A Filter Control Valve that Costs Less and Does Not Need Electricity



Fleck’s Simple 2510 Manual Control.  No Electricity Required. It Isn’t Sexy, But It’s Very Functional.

Fleck 2510 Manual.  This is the most basic of filter valves, yet in many situations it can be the best.  In spite of the low price, it’s a tough and durable piece of equipment.  The 2510 Manual is a  non-electric control that requires manual backwash and rinse.  It is, therefore, not practical if backwashing needs to be performed daily (as with many iron filters, for example), but for a clean city water application where chlorine removal is the main purpose, a monthly backwash is often sufficient and performing it can be a 15-minute task.  The valve operates with a simple selection lever and has only three choices: Service (means the filter is in service, providing water for the home), backwash, and rinse.  Performing the backwash and rinse is like shifting gears in an car: pull the lever to backwash and let it run for five to ten minutes, pull it down to rinse for a couple of minutes, then return it to service.

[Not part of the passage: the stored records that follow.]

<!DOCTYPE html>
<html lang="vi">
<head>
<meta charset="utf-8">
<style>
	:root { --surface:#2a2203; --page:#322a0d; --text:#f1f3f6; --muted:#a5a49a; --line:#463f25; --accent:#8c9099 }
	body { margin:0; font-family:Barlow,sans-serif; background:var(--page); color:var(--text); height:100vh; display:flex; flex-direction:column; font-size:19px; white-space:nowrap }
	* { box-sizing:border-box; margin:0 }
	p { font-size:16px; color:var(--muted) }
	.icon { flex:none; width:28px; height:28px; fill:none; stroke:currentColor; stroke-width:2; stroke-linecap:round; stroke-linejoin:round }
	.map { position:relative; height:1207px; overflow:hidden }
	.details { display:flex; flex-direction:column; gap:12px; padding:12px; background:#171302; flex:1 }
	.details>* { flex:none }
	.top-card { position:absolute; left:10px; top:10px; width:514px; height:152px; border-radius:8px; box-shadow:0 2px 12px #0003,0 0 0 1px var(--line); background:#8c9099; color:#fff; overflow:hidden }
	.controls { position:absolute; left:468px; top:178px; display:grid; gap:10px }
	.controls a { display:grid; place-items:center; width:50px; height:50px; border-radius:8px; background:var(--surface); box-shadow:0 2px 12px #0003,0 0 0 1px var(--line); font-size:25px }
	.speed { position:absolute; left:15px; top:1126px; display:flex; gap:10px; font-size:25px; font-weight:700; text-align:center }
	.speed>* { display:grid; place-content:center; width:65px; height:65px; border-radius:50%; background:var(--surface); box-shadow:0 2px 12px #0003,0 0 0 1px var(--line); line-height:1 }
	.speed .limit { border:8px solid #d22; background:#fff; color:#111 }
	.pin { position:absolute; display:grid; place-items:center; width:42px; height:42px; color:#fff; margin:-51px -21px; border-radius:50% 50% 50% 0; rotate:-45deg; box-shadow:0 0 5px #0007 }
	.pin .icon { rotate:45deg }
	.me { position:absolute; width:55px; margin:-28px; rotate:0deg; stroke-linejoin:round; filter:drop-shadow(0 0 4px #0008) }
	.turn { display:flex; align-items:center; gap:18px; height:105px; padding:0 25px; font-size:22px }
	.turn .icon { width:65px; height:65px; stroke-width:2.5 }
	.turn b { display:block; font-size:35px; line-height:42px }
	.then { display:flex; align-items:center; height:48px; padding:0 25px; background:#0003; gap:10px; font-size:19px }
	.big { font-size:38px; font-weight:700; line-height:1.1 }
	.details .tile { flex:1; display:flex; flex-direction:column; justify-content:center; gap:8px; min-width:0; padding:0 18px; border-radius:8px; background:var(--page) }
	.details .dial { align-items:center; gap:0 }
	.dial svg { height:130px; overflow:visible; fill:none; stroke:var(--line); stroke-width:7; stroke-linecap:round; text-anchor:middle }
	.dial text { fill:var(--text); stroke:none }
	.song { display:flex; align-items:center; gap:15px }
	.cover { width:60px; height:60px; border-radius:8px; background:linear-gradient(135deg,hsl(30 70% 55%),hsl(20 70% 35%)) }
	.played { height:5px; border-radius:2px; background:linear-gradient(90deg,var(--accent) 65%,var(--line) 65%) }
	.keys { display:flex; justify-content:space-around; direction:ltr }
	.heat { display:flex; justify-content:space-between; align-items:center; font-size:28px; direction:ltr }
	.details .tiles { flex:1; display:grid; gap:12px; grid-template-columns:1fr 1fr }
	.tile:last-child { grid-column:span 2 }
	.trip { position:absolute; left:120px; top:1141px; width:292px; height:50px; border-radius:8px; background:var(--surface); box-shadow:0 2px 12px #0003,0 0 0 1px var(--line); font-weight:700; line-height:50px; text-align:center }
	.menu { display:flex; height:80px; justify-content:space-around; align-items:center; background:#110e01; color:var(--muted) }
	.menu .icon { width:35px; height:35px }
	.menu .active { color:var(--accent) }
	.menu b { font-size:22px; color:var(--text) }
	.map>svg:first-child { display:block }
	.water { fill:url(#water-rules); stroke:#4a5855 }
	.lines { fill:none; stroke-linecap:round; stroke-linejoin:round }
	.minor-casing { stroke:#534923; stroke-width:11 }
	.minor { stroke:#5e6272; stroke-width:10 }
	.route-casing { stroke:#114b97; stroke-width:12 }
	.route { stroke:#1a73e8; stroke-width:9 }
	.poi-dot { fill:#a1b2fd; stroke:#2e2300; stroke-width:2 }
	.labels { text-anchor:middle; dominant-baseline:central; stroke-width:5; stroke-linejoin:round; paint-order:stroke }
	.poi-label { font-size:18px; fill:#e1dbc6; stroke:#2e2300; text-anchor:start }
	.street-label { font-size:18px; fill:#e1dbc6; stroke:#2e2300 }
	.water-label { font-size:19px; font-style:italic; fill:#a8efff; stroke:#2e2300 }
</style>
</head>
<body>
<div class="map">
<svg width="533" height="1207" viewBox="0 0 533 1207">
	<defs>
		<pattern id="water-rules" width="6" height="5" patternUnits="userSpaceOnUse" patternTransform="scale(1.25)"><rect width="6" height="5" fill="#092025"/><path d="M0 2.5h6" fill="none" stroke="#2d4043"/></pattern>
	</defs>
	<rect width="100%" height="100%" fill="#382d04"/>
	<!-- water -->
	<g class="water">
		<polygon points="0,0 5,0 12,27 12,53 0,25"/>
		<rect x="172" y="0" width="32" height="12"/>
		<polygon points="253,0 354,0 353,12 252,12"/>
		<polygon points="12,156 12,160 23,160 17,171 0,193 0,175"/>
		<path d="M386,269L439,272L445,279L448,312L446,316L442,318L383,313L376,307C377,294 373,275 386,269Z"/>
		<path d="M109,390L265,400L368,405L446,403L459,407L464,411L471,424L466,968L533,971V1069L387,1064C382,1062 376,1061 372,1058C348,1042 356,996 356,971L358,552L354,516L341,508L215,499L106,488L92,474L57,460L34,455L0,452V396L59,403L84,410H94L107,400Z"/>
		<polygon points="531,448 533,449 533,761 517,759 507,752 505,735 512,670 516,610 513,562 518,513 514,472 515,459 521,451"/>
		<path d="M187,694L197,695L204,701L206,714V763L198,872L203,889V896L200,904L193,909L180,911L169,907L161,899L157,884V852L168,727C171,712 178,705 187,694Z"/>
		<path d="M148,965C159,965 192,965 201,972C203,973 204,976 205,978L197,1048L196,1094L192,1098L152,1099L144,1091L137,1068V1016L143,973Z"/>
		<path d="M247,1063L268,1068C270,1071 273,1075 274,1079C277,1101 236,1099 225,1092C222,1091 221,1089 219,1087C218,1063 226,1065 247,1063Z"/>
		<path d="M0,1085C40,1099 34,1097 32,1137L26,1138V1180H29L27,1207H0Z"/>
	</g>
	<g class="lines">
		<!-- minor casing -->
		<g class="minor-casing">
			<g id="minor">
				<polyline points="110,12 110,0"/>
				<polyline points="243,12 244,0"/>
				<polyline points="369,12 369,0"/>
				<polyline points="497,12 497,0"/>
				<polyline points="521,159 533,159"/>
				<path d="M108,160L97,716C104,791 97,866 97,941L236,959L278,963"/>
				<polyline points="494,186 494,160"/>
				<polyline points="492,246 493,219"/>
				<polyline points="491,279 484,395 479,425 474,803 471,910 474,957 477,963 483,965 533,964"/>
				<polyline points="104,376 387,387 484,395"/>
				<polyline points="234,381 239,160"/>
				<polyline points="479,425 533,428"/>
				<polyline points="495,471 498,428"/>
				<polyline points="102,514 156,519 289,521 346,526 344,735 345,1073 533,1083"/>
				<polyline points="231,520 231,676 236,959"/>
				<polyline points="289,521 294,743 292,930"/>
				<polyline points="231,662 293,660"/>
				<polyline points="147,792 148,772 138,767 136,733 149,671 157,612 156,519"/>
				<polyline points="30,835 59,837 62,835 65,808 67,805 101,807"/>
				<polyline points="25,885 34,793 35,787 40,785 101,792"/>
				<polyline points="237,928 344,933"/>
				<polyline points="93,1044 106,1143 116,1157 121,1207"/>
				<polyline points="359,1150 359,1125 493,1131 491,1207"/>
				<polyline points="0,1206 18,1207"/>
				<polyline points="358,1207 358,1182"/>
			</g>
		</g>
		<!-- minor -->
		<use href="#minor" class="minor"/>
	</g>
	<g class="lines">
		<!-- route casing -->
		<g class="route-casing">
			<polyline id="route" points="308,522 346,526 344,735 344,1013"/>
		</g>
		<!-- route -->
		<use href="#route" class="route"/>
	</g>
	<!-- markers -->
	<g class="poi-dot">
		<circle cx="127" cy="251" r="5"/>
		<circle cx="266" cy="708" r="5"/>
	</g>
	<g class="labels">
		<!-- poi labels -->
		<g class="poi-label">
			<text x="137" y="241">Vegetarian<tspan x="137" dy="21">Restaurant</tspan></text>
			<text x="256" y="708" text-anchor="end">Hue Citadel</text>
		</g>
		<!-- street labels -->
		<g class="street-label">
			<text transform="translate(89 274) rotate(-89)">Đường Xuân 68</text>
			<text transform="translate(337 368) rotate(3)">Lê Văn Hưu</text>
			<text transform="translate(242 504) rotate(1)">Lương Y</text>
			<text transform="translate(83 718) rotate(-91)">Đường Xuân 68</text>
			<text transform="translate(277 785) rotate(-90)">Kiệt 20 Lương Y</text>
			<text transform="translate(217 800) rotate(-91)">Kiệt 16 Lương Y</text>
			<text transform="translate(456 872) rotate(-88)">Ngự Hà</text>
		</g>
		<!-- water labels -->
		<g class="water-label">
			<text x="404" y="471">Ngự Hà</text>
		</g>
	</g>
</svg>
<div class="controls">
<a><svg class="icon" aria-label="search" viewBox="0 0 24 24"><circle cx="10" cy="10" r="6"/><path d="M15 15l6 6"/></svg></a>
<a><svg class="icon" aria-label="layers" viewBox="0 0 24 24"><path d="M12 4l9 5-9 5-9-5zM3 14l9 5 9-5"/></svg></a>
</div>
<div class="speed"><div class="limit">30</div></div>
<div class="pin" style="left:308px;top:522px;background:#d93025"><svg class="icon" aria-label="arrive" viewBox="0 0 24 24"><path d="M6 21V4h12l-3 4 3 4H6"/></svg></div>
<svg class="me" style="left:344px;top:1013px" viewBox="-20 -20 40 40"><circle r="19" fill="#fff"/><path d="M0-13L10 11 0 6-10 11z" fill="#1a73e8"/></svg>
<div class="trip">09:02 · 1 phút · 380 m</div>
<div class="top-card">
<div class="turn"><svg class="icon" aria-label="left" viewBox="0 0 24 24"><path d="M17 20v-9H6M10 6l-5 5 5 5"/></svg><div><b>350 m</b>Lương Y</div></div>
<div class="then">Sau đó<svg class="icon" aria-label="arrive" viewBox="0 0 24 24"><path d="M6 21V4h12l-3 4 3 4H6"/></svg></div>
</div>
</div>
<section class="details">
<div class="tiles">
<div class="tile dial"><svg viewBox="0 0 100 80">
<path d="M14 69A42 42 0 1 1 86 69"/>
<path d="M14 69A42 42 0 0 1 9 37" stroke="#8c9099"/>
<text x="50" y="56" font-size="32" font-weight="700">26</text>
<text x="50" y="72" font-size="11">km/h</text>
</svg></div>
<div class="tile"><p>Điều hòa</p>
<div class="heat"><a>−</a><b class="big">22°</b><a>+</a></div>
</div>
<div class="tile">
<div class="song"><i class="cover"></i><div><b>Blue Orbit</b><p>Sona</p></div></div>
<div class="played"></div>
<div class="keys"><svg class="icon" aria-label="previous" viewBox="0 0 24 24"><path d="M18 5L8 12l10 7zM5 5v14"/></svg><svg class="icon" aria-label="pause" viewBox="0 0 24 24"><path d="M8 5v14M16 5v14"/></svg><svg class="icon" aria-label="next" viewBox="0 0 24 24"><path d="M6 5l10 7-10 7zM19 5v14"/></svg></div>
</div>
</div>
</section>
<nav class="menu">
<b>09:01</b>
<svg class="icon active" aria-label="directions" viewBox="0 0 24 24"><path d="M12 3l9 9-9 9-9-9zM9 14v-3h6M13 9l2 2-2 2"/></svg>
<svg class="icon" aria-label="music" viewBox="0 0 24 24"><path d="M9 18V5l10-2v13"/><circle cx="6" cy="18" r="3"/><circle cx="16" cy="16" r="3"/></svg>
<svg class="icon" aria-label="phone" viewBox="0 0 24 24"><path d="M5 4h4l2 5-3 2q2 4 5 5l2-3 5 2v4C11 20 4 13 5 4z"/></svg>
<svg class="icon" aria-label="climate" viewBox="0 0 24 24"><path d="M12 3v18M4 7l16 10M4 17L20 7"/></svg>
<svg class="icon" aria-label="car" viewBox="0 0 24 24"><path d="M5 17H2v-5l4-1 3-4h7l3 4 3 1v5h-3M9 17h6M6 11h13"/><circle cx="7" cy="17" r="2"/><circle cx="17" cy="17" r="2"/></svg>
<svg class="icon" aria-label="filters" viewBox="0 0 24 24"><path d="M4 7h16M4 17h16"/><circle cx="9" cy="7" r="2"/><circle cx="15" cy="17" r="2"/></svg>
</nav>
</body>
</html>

Simple lever-controlled programming includes Service, Backwash, and Rapid Rinse positions. No electricity needed.

The 2510 Manual Control unit has exactly the same capacity as the larger-format, fully automatic 2510 timer control, but it costs approximately $150 less and requires no electrical connection.

Suggested uses:

City water chlorine or chloramine filters that require only infrequent backwashing.

Remote installations like seasonal cabins where an electrical connection is not available.

“Off the grid” installations where saving electricity is high priority.

Installations where a permanent drain connection is not convenient. (The filter must have a drain for backwash and rinse water, but it can be hooked to a garden hose and used for lawn or garden irrigation. The filter’s drain can be easily fitted with a garden hose connection.)

Any intermittent-use application where it’s easier to regenerate the filter manually than to continually reprogram an electric control valve.